In this article, Groves et al. showcase the grief experienced by critical care nurses after being exposed to pediatric suffering and death. Both positive and negative experiences were shared by participants, ranging from minimal or absence of grief reactions to intense moral distress with intrusive thoughts and memories that invalidated the care some participants provided. Some experienced growth and improved resilience, while others worried they were the source of the suffering. Coping strategies differed amongst participants; some chose to internally compartmentalize their emotions, while others relied on their support network.
This article helps to understand the impact exposure to suffering and death of children has on health care professionals. It acknowledges the individualized response practitioners experience.

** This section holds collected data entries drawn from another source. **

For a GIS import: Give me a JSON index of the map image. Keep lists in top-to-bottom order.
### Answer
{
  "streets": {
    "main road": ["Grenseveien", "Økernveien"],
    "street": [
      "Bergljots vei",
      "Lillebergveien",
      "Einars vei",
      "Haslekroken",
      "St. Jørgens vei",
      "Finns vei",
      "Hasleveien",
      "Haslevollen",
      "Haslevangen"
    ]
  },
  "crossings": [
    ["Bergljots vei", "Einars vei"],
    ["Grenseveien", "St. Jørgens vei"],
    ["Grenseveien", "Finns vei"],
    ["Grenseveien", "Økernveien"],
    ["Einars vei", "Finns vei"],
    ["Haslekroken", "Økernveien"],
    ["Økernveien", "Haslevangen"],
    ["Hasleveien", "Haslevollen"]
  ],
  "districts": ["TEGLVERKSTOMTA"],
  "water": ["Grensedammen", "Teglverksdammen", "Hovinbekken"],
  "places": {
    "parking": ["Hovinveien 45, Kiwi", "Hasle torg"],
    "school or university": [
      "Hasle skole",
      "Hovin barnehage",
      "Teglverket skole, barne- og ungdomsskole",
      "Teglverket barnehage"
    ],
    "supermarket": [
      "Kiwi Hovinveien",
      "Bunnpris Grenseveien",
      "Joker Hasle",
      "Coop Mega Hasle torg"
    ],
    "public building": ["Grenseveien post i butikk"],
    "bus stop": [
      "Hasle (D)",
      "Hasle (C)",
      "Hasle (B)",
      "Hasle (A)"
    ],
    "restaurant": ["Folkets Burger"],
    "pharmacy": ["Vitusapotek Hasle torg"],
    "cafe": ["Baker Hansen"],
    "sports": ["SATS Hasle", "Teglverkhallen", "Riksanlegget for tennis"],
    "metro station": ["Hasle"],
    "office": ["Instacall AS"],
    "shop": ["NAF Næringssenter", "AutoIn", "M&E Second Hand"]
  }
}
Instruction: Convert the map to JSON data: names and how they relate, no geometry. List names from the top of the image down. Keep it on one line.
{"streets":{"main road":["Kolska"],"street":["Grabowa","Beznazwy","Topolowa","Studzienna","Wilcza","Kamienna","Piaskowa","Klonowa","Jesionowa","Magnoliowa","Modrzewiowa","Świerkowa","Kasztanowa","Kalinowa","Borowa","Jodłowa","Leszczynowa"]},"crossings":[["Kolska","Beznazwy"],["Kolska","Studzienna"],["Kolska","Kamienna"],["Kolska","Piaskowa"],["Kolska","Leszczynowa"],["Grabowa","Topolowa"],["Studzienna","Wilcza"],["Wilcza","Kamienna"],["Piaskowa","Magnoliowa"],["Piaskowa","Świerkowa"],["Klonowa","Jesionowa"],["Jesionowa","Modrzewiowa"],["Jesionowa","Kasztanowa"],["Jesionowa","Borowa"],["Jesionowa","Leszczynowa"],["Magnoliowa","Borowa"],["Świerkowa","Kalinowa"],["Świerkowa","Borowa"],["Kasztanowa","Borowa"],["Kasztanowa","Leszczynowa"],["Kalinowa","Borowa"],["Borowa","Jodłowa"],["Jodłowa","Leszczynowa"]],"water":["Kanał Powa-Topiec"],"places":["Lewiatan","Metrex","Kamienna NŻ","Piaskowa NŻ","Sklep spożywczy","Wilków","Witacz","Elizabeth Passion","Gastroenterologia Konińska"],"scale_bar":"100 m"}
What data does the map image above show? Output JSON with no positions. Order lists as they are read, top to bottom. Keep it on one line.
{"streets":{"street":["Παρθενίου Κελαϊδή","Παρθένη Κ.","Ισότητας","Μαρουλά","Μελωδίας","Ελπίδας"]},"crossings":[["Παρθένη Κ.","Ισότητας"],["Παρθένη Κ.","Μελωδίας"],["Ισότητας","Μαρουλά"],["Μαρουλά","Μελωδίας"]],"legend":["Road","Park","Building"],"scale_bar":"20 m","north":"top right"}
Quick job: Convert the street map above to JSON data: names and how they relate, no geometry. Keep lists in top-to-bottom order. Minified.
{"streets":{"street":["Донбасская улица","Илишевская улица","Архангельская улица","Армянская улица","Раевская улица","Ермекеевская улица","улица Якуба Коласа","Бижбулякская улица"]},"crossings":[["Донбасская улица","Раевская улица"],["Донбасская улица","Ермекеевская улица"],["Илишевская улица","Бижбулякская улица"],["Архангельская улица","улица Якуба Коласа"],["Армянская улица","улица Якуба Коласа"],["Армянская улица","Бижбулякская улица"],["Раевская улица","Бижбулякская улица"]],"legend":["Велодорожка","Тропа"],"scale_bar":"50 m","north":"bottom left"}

While there are positive outcomes, including job reassurance of purpose, the risk of experiencing moral distress that leads to emotional exhaustion and leaving the profession is always present.
Staffing shortages are currently affecting health care at all levels. Lack of purpose in one’s job and working in stressful environments have been some of the recurrent themes of why healthcare providers leave the profession. Experiencing the suffering and death of children can elicit strong emotions. As much as we cannot guarantee that every practitioner’s experience is positive, one cannot help to wonder what factors determine that some healthcare professionals find reassurance in their work when others struggle with these interactions and experience negative consequences.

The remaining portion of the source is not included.